Course Fee: $695 General/$395 Regulatory
In this two-day class, you’ll receive instruction in the seven principles of Codex HACCP, how they relate to prerequisite programs, and how to write HACCP Plans and implement HACCP in food processing, distribution and preparation environments. This course is accredited by the International HACCP Alliance. It provides all the information necessary to complete the nationally accredited Certified HACCP Manager examination.
The class is a mixture of lecture and hands-on learning. By the end of the course, you will have written an actual HACCP plan for a fictitious product or process. The schedule allows for plenty of interaction among class members, and lots of time for questions.

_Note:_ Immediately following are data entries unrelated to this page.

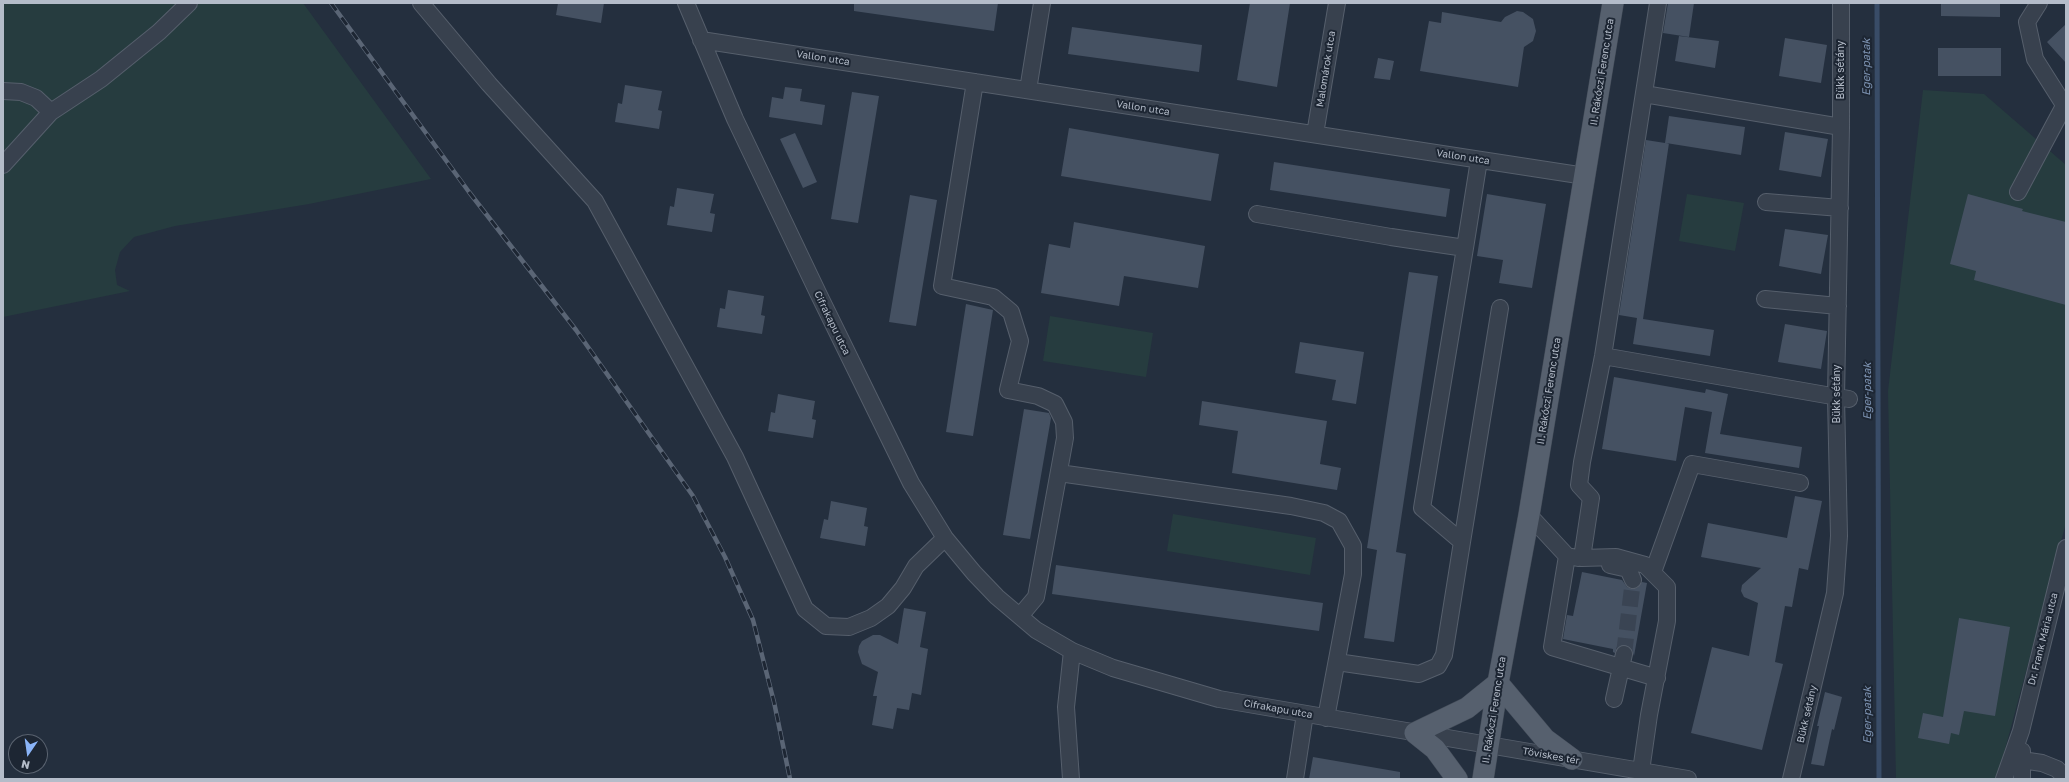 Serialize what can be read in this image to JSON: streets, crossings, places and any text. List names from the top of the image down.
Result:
{
  "streets": {
    "main road": ["II. Rákóczi Ferenc utca"],
    "street": [
      "Vallon utca",
      "Malomárok utca",
      "Bükk sétány",
      "Cifrakapu utca",
      "Dr. Frank Mária utca",
      "Töviskes tér"
    ]
  },
  "crossings": [
    ["Vallon utca", "Malomárok utca"],
    ["Vallon utca", "II. Rákóczi Ferenc utca"],
    ["Vallon utca", "Cifrakapu utca"],
    ["II. Rákóczi Ferenc utca", "Cifrakapu utca"],
    ["II. Rákóczi Ferenc utca", "Töviskes tér"],
    ["Cifrakapu utca", "Töviskes tér"]
  ],
  "water": ["Eger-patak"],
  "north": "bottom"
}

At the end of the second day, the HACCP Manager Certification examination is administered.
The course includes:
Section 1 - Overview of HACCP, Prerequisite Programs, Cross Contamination, Microbiology, Food Safety Management Skills
Section 2 - The Five Preliminary Steps, Conducting the Hazard Analysis, Identify the Critical Control Points
Section 3 - Critical Limits, Monitoring, Corrective Actions
Section 4 - Verification and Recordkeeping, HACCP Regulatory Processes
Section 5 - HACCP Workshop-practical application, write HACCP Plans
Section 6 - Review
While there is no prerequisite for the class, you are encouraged to have a solid foundation in food safety knowledge before you attend.
The fee includes the NSF HACCP Certification Manual, all learning materials, and the examination.